Jenkins Violations plugin quirk

Now that I got OpenCover working with Jenkins, I decided to go after fxCop. Here's the command-line I settled on:

"C:\Program Files (x86)\Microsoft Fxcop 10.0\fxcopcmd.exe" /oxsl:none /igc /f:OurApp.AssemblyToCover1.dll  /f:OurApp.AssemblyToCover2.dll /out:fxcop_results.xml /d:"c:\Program Files (x86)\Microsoft ASP.NET\ASP.NET MVC 3\Assemblies"

The /oxsl: argument specifies no xsl transformation on the output (I'm using the Violations plugin which reads the native xml).

The /d: argument points to where System.Web.Mvc.dll lives, which one of our assemblies depends on.

As I mentioned before, I want to exclude several assemblies from analysis, so I specified the ones I want included by using /f: arguments (one per assembly).

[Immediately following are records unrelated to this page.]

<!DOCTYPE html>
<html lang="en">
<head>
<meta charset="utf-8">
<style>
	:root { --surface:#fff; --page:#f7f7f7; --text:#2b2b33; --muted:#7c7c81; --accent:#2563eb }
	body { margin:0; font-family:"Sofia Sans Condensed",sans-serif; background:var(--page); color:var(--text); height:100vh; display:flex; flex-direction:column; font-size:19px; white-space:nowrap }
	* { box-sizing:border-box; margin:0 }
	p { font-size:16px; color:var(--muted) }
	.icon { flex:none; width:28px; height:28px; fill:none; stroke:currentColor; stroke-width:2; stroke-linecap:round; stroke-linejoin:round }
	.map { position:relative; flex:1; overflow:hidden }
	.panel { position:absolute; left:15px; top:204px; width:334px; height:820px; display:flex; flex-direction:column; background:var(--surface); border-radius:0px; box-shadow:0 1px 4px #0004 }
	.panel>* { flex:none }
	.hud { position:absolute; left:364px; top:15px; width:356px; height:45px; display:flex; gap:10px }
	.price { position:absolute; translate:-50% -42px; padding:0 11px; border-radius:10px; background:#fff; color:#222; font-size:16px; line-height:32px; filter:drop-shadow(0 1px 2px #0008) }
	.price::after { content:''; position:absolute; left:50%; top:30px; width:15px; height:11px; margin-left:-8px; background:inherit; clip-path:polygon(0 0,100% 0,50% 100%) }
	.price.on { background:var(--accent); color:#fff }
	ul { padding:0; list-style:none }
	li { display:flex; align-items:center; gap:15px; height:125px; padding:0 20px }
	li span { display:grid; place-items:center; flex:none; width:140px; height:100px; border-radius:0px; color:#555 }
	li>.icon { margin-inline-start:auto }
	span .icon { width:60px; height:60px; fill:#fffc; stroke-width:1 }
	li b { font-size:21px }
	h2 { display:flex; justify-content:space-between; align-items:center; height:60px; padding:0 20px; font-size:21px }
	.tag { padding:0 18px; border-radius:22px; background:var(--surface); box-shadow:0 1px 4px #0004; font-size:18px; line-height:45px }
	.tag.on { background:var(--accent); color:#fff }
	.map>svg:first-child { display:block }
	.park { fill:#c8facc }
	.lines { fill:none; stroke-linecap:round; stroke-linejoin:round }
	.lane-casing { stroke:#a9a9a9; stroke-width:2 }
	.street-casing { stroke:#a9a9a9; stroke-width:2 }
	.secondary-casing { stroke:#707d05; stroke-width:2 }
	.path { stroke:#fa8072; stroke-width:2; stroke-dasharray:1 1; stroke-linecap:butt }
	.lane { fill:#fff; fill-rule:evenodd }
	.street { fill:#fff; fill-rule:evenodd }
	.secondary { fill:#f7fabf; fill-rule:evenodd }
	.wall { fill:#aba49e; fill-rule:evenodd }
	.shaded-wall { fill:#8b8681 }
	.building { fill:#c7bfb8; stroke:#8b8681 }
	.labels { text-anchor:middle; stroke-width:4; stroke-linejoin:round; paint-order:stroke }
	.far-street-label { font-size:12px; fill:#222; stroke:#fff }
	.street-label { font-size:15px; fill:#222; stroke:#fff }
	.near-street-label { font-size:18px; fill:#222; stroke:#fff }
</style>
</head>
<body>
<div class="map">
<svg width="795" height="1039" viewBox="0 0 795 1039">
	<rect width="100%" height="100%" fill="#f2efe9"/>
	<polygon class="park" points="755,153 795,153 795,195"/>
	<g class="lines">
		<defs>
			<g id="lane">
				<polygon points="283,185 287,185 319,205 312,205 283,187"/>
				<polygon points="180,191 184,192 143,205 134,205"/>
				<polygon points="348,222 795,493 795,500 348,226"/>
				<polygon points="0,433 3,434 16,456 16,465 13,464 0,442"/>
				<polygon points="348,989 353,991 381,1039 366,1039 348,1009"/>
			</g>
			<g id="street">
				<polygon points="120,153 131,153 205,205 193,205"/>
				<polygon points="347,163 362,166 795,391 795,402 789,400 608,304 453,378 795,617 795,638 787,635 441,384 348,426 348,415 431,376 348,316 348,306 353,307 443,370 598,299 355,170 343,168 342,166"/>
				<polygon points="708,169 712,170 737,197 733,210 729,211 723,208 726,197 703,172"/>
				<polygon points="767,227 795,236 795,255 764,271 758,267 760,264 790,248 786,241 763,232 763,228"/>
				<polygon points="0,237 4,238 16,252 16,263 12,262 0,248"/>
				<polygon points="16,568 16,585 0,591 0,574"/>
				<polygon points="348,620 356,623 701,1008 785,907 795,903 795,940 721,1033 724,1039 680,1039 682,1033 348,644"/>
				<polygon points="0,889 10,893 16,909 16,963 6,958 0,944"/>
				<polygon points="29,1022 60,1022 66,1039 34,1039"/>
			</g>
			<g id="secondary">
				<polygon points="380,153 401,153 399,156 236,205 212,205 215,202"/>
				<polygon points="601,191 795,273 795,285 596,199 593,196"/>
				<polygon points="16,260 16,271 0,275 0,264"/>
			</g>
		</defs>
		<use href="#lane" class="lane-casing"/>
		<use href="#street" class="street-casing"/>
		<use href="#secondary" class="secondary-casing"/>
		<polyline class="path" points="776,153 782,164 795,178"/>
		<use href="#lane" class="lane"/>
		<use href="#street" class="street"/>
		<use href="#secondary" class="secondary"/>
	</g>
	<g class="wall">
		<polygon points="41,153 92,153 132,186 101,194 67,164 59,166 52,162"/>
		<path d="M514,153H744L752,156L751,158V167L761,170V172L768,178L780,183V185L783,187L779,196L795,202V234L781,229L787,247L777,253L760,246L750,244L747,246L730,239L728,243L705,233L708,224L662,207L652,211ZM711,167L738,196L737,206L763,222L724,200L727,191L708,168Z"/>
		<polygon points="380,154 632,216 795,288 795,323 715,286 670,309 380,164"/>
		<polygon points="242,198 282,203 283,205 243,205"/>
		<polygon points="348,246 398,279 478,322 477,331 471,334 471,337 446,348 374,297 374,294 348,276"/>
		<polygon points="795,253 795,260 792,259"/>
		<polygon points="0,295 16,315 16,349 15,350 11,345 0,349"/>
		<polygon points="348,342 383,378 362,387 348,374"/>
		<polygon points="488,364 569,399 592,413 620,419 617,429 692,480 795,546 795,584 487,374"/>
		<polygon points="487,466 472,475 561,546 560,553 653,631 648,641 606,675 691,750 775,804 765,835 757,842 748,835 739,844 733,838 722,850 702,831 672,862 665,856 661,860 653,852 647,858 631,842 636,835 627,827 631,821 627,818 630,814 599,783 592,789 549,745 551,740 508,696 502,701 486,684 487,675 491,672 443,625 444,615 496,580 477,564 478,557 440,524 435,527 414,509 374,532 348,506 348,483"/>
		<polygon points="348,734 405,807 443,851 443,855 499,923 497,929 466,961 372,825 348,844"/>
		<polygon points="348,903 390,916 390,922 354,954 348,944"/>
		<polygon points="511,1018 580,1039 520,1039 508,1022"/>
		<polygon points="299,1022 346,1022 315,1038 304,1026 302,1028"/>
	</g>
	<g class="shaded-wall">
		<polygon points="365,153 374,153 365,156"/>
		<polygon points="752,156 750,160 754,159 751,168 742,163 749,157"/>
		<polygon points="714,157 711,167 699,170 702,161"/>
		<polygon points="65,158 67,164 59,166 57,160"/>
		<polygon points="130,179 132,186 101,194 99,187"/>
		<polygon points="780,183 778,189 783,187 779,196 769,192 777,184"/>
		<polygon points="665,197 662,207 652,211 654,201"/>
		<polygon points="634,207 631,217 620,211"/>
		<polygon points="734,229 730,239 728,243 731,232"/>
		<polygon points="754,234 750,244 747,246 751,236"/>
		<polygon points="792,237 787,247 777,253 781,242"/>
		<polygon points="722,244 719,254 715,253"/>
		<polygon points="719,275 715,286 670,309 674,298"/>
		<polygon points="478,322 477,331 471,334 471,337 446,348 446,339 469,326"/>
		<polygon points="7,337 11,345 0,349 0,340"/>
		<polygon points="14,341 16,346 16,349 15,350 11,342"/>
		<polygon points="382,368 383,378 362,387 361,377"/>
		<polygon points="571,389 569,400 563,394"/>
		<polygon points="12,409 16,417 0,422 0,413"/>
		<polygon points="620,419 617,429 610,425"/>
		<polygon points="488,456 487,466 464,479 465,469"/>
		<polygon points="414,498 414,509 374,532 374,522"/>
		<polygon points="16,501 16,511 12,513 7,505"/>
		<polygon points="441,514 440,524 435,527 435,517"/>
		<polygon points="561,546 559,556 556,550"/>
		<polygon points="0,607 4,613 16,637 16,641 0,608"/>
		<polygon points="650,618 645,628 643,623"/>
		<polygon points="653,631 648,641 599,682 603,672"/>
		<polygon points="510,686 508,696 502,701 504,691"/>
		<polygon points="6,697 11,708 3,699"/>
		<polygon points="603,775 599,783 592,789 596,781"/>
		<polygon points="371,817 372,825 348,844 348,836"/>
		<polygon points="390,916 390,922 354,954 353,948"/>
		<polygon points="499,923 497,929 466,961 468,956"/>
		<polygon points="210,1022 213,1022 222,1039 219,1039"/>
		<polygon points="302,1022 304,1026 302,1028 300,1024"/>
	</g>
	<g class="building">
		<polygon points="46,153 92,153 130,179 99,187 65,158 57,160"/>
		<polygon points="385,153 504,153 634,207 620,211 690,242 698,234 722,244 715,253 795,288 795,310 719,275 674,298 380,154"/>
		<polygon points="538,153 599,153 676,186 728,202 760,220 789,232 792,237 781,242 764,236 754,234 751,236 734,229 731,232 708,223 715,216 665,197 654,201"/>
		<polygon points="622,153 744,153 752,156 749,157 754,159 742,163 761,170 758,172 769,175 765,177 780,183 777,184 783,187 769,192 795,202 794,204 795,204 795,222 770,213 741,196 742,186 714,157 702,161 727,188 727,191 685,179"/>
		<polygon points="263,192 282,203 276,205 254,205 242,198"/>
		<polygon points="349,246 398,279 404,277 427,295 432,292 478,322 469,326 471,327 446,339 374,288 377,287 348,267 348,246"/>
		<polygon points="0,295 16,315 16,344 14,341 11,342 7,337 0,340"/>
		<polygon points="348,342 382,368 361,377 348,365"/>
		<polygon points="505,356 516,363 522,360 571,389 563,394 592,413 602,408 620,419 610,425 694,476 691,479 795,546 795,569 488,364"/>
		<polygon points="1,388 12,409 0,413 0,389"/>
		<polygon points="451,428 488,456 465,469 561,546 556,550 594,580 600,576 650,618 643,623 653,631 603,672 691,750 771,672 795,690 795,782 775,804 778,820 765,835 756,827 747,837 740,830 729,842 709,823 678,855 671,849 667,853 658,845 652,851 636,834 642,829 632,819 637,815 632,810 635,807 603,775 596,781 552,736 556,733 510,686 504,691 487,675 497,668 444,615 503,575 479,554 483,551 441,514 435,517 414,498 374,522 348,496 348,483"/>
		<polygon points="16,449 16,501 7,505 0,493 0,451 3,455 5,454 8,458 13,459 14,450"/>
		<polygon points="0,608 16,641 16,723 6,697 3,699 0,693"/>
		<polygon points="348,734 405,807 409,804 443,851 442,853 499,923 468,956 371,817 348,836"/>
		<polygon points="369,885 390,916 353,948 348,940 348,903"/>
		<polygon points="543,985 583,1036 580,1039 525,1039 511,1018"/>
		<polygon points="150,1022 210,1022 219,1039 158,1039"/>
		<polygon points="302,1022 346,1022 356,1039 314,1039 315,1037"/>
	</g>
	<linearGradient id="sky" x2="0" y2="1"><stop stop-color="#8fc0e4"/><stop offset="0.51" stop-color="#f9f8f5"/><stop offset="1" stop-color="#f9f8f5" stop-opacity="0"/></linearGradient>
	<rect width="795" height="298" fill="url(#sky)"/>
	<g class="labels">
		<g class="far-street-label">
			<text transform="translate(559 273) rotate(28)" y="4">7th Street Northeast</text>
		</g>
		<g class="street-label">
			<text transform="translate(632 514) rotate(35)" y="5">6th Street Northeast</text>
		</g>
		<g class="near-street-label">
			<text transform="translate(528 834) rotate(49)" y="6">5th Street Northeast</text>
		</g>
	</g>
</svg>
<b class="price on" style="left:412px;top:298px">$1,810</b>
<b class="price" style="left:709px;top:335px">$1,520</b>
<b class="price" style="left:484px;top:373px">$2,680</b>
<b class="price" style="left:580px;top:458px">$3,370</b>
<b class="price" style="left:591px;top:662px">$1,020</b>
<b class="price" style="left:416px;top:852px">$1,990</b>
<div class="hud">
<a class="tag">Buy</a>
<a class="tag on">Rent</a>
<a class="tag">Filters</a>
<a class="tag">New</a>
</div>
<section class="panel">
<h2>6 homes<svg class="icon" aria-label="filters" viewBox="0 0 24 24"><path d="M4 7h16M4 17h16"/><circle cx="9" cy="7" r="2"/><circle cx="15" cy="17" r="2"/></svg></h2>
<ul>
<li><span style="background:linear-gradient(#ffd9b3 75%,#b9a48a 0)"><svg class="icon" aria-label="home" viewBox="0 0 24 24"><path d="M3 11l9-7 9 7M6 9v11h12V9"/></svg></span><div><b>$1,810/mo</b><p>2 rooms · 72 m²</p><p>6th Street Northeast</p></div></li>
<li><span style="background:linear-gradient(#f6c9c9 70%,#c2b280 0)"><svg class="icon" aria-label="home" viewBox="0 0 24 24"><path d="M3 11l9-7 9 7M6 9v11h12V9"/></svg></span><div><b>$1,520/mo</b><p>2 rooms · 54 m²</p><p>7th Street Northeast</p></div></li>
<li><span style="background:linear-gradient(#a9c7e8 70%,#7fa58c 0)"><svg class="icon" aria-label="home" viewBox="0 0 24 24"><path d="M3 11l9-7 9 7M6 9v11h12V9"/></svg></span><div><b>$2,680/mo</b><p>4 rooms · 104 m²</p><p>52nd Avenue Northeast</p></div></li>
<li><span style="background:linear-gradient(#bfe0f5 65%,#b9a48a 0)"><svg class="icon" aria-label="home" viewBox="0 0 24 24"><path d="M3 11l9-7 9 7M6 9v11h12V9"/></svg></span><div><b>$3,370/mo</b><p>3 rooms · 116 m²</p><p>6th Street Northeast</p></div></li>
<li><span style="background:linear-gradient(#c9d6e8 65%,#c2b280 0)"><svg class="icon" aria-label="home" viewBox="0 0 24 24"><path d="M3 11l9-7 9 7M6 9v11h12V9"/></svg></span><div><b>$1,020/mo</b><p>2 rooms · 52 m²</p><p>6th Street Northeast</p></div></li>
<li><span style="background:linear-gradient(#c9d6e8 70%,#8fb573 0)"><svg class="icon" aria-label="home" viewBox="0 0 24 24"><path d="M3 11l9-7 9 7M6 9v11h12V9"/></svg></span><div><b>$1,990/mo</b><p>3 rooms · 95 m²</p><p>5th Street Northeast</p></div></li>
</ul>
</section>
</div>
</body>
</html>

NOTE: Getting the Violations plugin to work was easy once I realized one thing: the "XML filename pattern" must either be a filename pattern only (in which case the file will be in the Jenkins build project's workspace directory) or it must be in a directory below the Jenkins build project's workspace directory (for example results\fxCop*.xml) Absolute paths and relative paths starting with "..\" do not work.